> _The problem_
Locate the word "baseFrequency" in the data below, then copy every line that holds it.

** Opening Task inputs block **

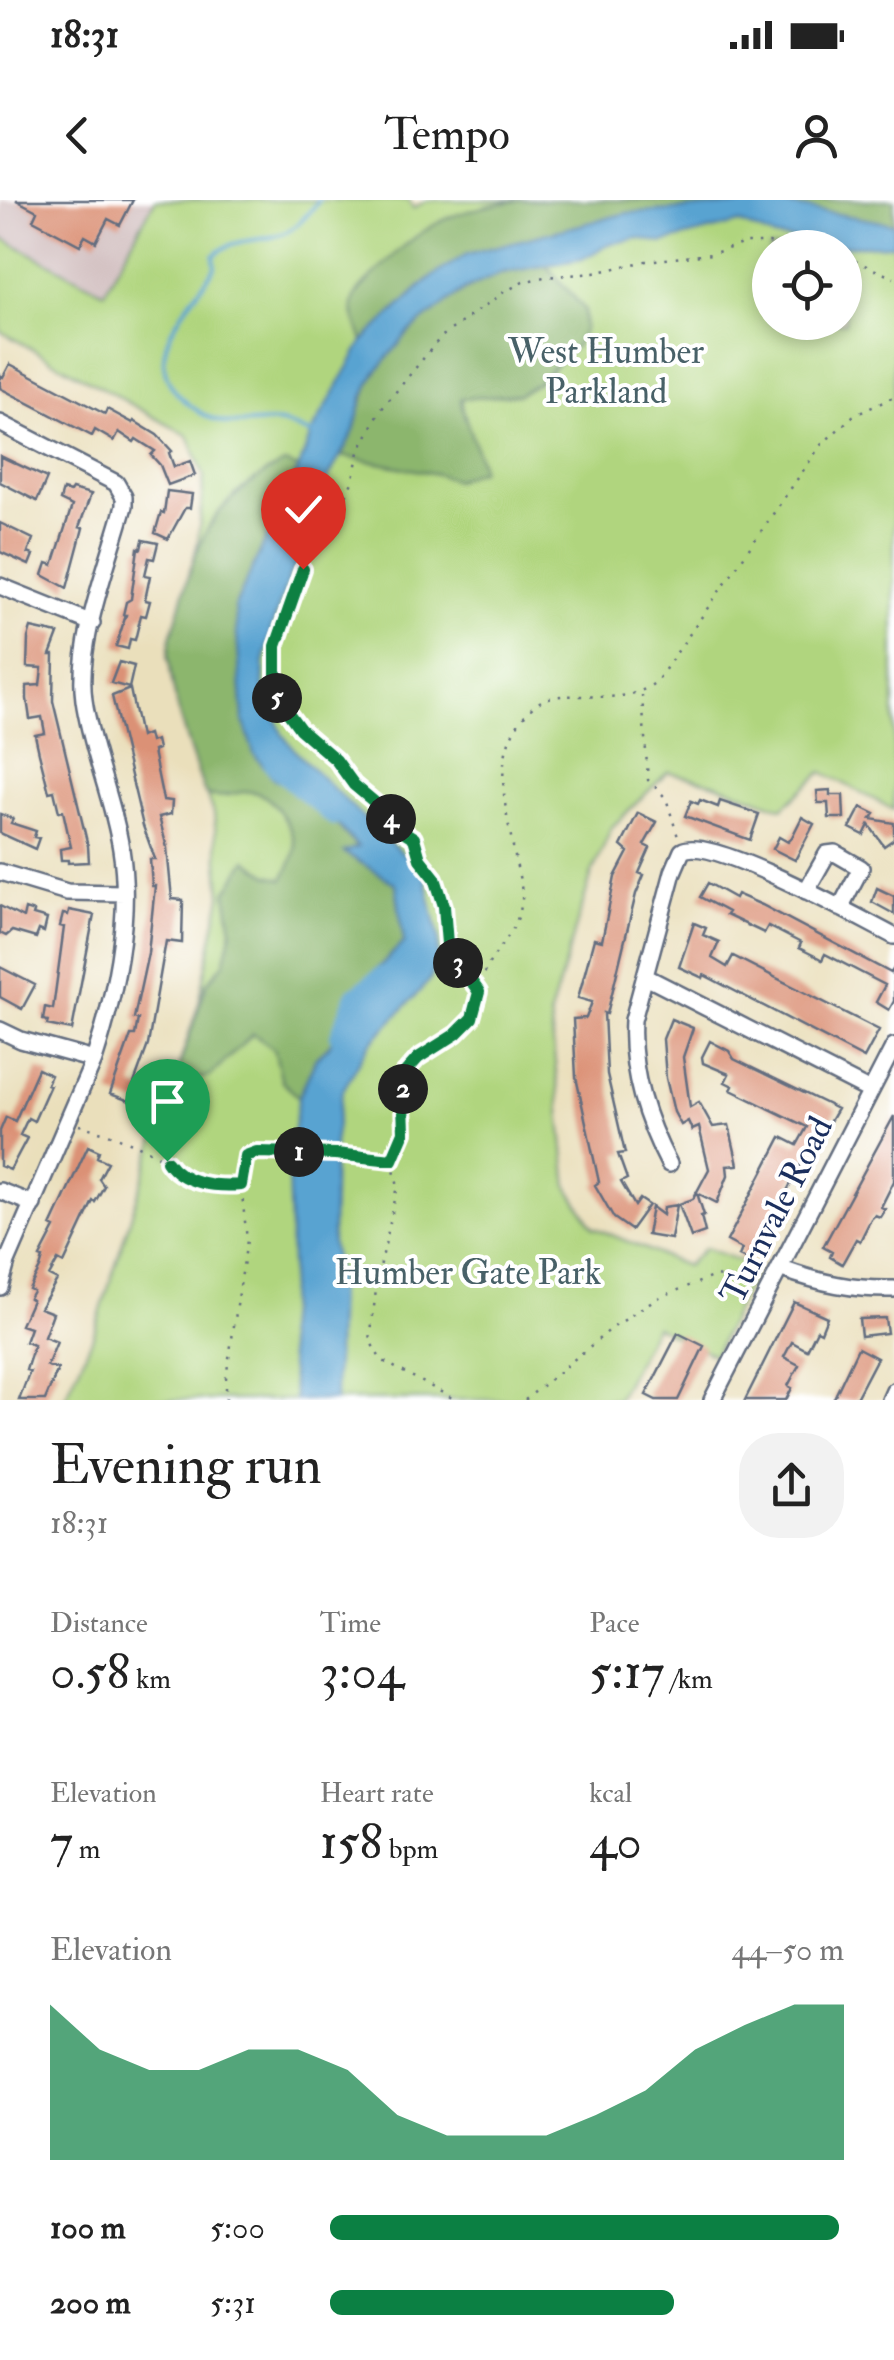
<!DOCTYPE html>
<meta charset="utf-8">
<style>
body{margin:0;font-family:"IM FELL Double Pica",serif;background:#f2f2f2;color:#222;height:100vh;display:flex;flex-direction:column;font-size:38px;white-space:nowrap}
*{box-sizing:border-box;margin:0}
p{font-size:32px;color:#767676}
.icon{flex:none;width:55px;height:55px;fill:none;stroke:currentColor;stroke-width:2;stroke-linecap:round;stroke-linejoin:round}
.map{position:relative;height:1200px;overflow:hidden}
.details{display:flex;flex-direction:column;background:#fff;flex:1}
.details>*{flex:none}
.fabs{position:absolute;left:752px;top:30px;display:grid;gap:20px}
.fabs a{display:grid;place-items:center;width:110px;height:110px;border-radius:50%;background:#fff;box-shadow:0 5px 15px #0003;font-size:50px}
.pin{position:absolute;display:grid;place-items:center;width:85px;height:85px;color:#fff;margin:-102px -42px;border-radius:50% 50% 50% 0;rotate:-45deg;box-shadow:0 0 10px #0007}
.pin .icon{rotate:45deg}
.km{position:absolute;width:50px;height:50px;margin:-25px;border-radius:50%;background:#222;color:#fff;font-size:28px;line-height:50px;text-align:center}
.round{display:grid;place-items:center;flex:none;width:105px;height:105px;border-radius:40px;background:#f2f2f2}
.head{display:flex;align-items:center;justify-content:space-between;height:170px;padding:0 50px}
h1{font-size:55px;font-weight:600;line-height:75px}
.stats{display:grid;grid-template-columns:repeat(3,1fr);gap:15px;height:170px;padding:10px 50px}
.stats div{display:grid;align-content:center}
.stats b{font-size:50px;font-weight:600}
.stats small{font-size:28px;font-weight:400}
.stats p{font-size:28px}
.chart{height:280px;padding:20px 50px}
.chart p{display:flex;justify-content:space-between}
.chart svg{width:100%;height:180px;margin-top:10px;fill:#0b8043;opacity:.7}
ul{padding:0 50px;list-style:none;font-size:32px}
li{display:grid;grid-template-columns:160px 120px 1fr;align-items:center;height:75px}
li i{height:25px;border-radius:12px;background:#0b8043}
.status{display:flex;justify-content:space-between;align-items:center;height:70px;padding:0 50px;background:#fff;direction:ltr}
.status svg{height:28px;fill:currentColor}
header{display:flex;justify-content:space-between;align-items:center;height:130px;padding:0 50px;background:#fff;font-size:45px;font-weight:600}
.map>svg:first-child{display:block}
.industrial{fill:#d2bfc0}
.green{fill:#b0d57e;stroke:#66826e;stroke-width:2.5;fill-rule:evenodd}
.forest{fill:#8cb66d;stroke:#547266;stroke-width:2.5}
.water{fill:#59a3d1;stroke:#3a6998;stroke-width:2.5}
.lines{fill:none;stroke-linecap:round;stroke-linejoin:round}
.stream{stroke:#59a3d1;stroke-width:4}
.river{stroke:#59a3d1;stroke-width:20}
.building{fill:#db9176}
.minor-casing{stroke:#636d7f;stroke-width:20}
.path{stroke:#636d7f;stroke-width:2.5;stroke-dasharray:2.5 8;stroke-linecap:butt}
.minor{stroke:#fff;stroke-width:15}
.route-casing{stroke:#fff;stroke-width:20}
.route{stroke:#0b8043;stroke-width:12}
.labels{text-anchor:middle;stroke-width:8;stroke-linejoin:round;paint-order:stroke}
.park-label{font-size:35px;fill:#486168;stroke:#fff}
.street-label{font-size:35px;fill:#1b2f5e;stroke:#fff}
</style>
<div class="status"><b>18:31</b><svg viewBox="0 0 49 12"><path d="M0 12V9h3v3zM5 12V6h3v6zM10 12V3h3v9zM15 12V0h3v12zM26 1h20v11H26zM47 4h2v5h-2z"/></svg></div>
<header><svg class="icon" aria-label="back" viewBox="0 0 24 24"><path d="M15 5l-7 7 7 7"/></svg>Tempo<svg class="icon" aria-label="person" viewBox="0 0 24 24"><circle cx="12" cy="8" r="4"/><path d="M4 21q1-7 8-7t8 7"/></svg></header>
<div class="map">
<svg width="894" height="1200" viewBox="0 0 894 1200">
<rect width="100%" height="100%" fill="#fff"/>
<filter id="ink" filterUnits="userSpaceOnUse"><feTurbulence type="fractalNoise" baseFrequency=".01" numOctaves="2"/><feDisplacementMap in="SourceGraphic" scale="20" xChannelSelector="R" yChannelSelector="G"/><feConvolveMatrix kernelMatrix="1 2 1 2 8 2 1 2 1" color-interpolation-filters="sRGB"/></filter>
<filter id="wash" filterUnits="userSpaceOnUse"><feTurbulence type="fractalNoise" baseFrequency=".0048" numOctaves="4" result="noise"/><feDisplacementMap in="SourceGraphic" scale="40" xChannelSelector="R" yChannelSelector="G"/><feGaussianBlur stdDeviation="2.25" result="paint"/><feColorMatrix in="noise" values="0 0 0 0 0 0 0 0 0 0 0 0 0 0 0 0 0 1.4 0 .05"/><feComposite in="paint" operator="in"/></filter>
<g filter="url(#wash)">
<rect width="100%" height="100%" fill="#eadfbb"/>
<path class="industrial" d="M 0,0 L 155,0 L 104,92 L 0,37 Z"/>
<path class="green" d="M 155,0 L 409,0 L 413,8 L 428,0 L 894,0 L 894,610 L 822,572 L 782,608 L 713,583 L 668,572 L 612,627 L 592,673 L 550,814 L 568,987 L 593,1027 L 686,1066 L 705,1048 L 757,1067 L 714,1155 L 655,1126 L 617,1200 L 64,1200 L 92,1139 L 199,803 L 221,696 L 214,613 L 188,543 L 168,456 L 198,342 L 204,276 L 188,236 L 0,131 L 0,37 L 104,92 ZM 770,48 L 845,48 L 845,122 L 770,122 Z"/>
<path class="forest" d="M 520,0 L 894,0 L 894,24 L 775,3 L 430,78 L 363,141 C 360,131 351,115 353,104 C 354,92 368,81 376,73 C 424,22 452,11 520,0 Z
M 546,65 L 585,110 L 584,130 L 575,147 L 537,183 L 519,194 L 461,199 C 464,225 478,242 481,270 L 455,280 L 437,274 L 341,256 C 355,230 359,202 374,176 C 396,136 456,89 500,74 C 514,69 531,68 546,65 Z
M 284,263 L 299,268 L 235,406 L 294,582 L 302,586 L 358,648 L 345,653 L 396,684 L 404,742 L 374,772 L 328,847 L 316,858 L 299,897 L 282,882 L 274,849 L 253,834 L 210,876 L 173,885 L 207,783 L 224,763 L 232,730 L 226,693 L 246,660 L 268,675 L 283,679 C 288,669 294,659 295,649 C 295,630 273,594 253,592 C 236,590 222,601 205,594 C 190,551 173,505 169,459 C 167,443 176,422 180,407 C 198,334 215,298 284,263 Z"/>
<path class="water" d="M 775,3 L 894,24 L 894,45 L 849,46 L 773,37 L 740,23 L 662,43 L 638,38 L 610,44 L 582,59 L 501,73 L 465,89 L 409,132 L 376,172 L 362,199 L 354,231 L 299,331 L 305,354 L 290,374 L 271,430 L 264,463 L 263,488 L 282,534 L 298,554 L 385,639 L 424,671 L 439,738 L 438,758 L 430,780 L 369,845 L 342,892 L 334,943 L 332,1043 L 338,1076 L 335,1200 L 295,1200 L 285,1133 L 291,1066 L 288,964 L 299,897 L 316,858 L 328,847 L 374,772 L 404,742 L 396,684 L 344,652 L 358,647 L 302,586 L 275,580 L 254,554 L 243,519 L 235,406 L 299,268 L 311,234 L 363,141 L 430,78 L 467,54 L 627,13 Z"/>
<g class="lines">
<path class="stream" d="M 311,234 C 301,231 291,225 281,223 C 263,220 244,226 226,223 C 209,219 199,213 185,201 C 133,157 190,106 215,67 L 214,56 C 232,38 253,42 275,36 C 294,32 308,15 319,0"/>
<path class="river" d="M 273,564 L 334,616
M 340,836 L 355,797 L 383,776"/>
</g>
<g id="blocks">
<path class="building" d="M 16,0 L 133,0 L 120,25 L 108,19 L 96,42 L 85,36 L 80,45 L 33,20 L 37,11 Z
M 10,164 L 105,214 L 107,209 L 133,223 L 134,221 L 157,235 L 172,251 L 169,253 L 174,267 L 190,261 L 195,275 L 168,285 L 160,265 L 151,255 L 155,251 L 136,239 L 134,242 L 119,232 L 114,241 L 95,230 L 92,236 L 0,188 L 0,175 L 3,177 Z
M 0,256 L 47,278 L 37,301 L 0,282 Z
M 72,289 L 91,294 L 79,327 L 83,328 L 67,388 L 43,375 L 47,363 L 53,365 L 72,306 L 60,300 L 63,290 L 70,292 Z
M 167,291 L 192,294 L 190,308 L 185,308 L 168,339 L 155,333 L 161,312 L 164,313 Z
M 0,323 L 33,339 L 28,353 L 33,355 L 29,365 L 0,352 Z
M 143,340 L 158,343 L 154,359 L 149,358 L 145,375 L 150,376 L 145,400 L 150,401 L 146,416 L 141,415 L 135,440 L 130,439 L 128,449 L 116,446 L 126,415 L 123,415 L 126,402 L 131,399 L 138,348 L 141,349 Z
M 31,428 L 58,434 L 50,455 L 54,455 L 53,501 L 88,646 L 89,662 L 68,663 L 68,660 L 61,660 L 60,649 L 71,647 L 63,611 L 59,612 L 54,591 L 49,592 L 39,553 L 35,535 L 45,533 L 42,517 L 30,519 L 27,499 L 27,486 L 40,485 L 42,468 L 27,467 L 28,438 Z
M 119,462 L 134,466 L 129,488 L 111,483 Z
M 130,489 L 140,537 L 148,534 L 150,542 L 156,540 L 158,549 L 153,551 L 163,600 L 172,601 L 171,614 L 159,617 L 167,648 L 172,699 L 183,700 L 182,743 L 166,741 L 148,845 L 133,886 L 149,893 L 144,906 L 110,894 L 131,835 L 135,835 L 138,819 L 134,818 L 148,753 L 155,686 L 152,686 L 150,659 L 155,659 L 143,626 L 112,496 Z
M 830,590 L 830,595 L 843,595 L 844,618 L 829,618 L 828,603 L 818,603 L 817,591 Z
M 700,600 L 718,607 L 720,601 L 759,614 L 750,640 L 685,616 L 691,601 L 698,604 Z
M 861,607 L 875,614 L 871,619 L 894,623 L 894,639 L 884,646 L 869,625 L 864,635 L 850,628 Z
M 638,613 L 657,622 L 644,645 L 650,648 L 639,673 L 644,675 L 636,694 L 607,814 L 604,813 L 607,874 L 625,953 L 618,954 L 627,979 L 621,982 L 635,1006 L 640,999 L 649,1005 L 631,1030 L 614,1018 L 595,985 L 599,982 L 576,877 L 573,819 L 586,818 L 592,802 L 578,798 L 594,739 L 602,741 L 615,677 L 628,652 L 621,646 Z
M 0,614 L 13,619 L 11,623 L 36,631 L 34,637 L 39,638 L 35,649 L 0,633 Z
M 802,617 L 814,624 L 795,660 L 773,649 L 779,637 L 788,642 L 791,639 Z
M 708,683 L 735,698 L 737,694 L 762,705 L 891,773 L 894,768 L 894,801 L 889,810 L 876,802 L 885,785 L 825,754 L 822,760 L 819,758 L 799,748 L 801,743 L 768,726 L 764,733 L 726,715 L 728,712 L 700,697 Z
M 877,688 L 894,696 L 894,714 L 872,702 Z
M 0,706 L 23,718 L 25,709 L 34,712 L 33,715 L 47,719 L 44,732 L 39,730 L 36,738 L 12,731 L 6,736 L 0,733 Z
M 69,710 L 94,715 L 72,830 L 47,825 L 48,821 L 43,820 L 45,807 L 53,809 L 64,727 L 60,726 L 63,714 L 68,715 Z
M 694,723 L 706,728 L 703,735 L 719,742 L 712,758 L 727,767 L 733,756 L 879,830 L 864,858 L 704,775 L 703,778 L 679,767 Z
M 0,767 L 35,785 L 22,809 L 0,797 Z
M 671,819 L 693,828 L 683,857 L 690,907 L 699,902 L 713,927 L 729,925 L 738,965 L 727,966 L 728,975 L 717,1003 L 697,993 L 704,1015 L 701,1016 L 705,1032 L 691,1037 L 679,1004 L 693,999 L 709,969 L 699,927 L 692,930 L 688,921 L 681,925 L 674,912 L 666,878 L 663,839 Z
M 710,841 L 729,851 L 734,859 L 837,909 L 819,940 L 808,951 L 750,1061 L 739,1056 L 742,1049 L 727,1041 L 781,937 L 797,945 L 807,927 L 731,890 L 733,886 L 725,882 L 729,874 L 703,863 L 702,857 Z
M 38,869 L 51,875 L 47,884 L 50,885 L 34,921 L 28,918 L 20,935 L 27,938 L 10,970 L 0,966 L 0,931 L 6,917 L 15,921 Z
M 894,916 L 894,981 L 881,1007 L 885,1009 L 880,1017 L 875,1015 L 871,1019 L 860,1041 L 856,1039 L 842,1064 L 830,1057 L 832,1052 L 823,1047 Z
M 88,946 L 99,951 L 97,957 L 108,962 L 99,979 L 104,986 L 95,1002 L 93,1001 L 64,1063 L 58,1060 L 49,1076 L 57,1080 L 40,1108 L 53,1113 L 44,1137 L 57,1142 L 47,1166 L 58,1169 L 45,1200 L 19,1200 L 30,1171 L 26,1170 L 34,1145 L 25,1142 L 30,1128 L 21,1125 L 32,1100 L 29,1098 L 33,1091 L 29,1089 L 40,1068 L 43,1058 L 40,1057 L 55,1028 L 51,1026 Z
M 677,1005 L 671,1039 L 647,1035 L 652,1007 L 663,1015 L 664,1007 Z
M 794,1102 L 827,1117 L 821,1132 L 817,1130 L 807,1150 L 792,1142 L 784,1157 L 799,1165 L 788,1186 L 792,1188 L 786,1200 L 745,1200 Z
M 885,1118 L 887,1133 L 861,1136 L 859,1119 Z
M 678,1133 L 704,1146 L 678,1200 L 656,1200 L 646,1195 Z
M 858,1148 L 877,1158 L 855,1200 L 833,1200 Z"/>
</g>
</g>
<g filter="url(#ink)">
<use href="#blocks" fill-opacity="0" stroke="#636d7f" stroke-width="2.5"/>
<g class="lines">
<defs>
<path id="minor" d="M 0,223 L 116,283 L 124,297 L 124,306 C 109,362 76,442 84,500 C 91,550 113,598 121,649 C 132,718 115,795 94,860 L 7,1062 L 0,1087
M 0,386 L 92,423
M 0,672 L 67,692 L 124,693
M 806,691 L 827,654 L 835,653 L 861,668 L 840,708
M 646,777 L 870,891
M 0,830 L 21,840 L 94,860
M 669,964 C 646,920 630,870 633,820 L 673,672 L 682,651 C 709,634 861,719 894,736
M 0,991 L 33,1004
M 782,1069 C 820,1083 854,1090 894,1089
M 712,1200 L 894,846
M 890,1200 L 894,1191"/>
</defs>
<use href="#minor" class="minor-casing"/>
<path class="path" d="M 845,60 L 851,59 L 894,78
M 642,495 L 648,580 L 666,598 L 678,637
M 478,791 L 452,754 L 447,744 L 444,706 L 435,679 L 420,659 L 413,638 L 398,628 L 385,611 L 354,585 L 337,560 L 300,529 L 276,496 L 276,446 L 303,369 L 337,325 L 341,307 L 352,282 L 359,252 L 380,211 L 441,137 L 504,92 L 523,82 L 544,77 L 594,73 L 646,61 L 711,54 L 745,43 L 769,43 L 784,48
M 79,925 C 105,932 129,941 154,953 C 165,959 168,967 177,974 C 190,985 223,986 240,985
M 392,960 L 398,986 L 377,1081 L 370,1141 L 381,1160 L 456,1200
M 226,1200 L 226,1178 L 247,1040 L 241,985 L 245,956 L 269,951 L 392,960 L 404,932 L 402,875 C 407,870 412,863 417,858 C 434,844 461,838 472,818 C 480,805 477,787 484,773 C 496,747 518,733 522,700 C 523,689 518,674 516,662 C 506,608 486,548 534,506 C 563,481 617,514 657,481 L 821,245 L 853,216 L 894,197
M 525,1200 L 611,1129 L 655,1099 L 715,1076 L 756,1082"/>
<use href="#minor" class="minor"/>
</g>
</g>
<g class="lines" filter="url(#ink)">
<defs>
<path id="route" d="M 167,961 C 182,984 215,987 241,985 L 246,956 L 257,952 L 336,954 L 392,960 L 404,932 L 402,876 L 418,858 L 456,834 L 472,818 L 479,792 L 452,754 L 447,744 L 444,706 L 435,678 L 420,659 L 414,638 L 398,628 L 385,611 L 354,585 L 336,560 L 300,529 L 276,496 L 276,446 L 303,369"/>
</defs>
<use href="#route" class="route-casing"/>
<use href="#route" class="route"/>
</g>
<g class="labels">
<g class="park-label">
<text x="606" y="163">West Humber<tspan x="606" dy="40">Parkland</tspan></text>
<text x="468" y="1084">Humber Gate Park</text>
</g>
<g class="street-label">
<text transform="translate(776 1010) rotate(-63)" y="12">Turnvale Road</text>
</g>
</g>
</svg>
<div class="fabs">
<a><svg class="icon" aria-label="locate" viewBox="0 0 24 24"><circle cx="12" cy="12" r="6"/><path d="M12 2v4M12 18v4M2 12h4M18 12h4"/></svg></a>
</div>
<div class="pin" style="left:167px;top:961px;background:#1e9e55"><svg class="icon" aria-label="arrive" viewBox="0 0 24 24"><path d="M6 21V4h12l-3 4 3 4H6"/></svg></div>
<div class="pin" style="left:303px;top:369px;background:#d93025"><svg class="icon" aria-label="check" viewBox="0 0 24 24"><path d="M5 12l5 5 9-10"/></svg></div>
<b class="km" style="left:299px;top:952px">1</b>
<b class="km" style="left:403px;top:889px">2</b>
<b class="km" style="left:458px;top:763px">3</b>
<b class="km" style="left:391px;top:619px">4</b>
<b class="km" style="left:277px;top:498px">5</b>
</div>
<section class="details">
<div class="head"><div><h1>Evening run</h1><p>18:31</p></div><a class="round"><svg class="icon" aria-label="share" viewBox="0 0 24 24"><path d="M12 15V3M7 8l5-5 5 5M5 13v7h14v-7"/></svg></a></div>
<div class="stats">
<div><p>Distance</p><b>0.58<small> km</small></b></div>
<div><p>Time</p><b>3:04</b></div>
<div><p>Pace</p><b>5:17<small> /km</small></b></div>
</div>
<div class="stats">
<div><p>Elevation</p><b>7<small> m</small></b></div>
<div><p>Heart rate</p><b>158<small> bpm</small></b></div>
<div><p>kcal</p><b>40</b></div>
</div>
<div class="chart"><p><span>Elevation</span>44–50 m</p>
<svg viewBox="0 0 160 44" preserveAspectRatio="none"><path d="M0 44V6L10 17L20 22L30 22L40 17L50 17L60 22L70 33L80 38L90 38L100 38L110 33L120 27L130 17L140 11L150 6L160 6V44z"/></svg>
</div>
<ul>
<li><b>100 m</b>5:00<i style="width:99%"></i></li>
<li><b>200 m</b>5:31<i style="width:67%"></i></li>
</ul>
</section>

** Closing Task inputs block **

> _Written answer_
<filter id="ink" filterUnits="userSpaceOnUse"><feTurbulence type="fractalNoise" baseFrequency=".01" numOctaves="2"/><feDisplacementMap in="SourceGraphic" scale="20" xChannelSelector="R" yChannelSelector="G"/><feConvolveMatrix kernelMatrix="1 2 1 2 8 2 1 2 1" color-interpolation-filters="sRGB"/></filter>
<filter id="wash" filterUnits="userSpaceOnUse"><feTurbulence type="fractalNoise" baseFrequency=".0048" numOctaves="4" result="noise"/><feDisplacementMap in="SourceGraphic" scale="40" xChannelSelector="R" yChannelSelector="G"/><feGaussianBlur stdDeviation="2.25" result="paint"/><feColorMatrix in="noise" values="0 0 0 0 0 0 0 0 0 0 0 0 0 0 0 0 0 1.4 0 .05"/><feComposite in="paint" operator="in"/></filter>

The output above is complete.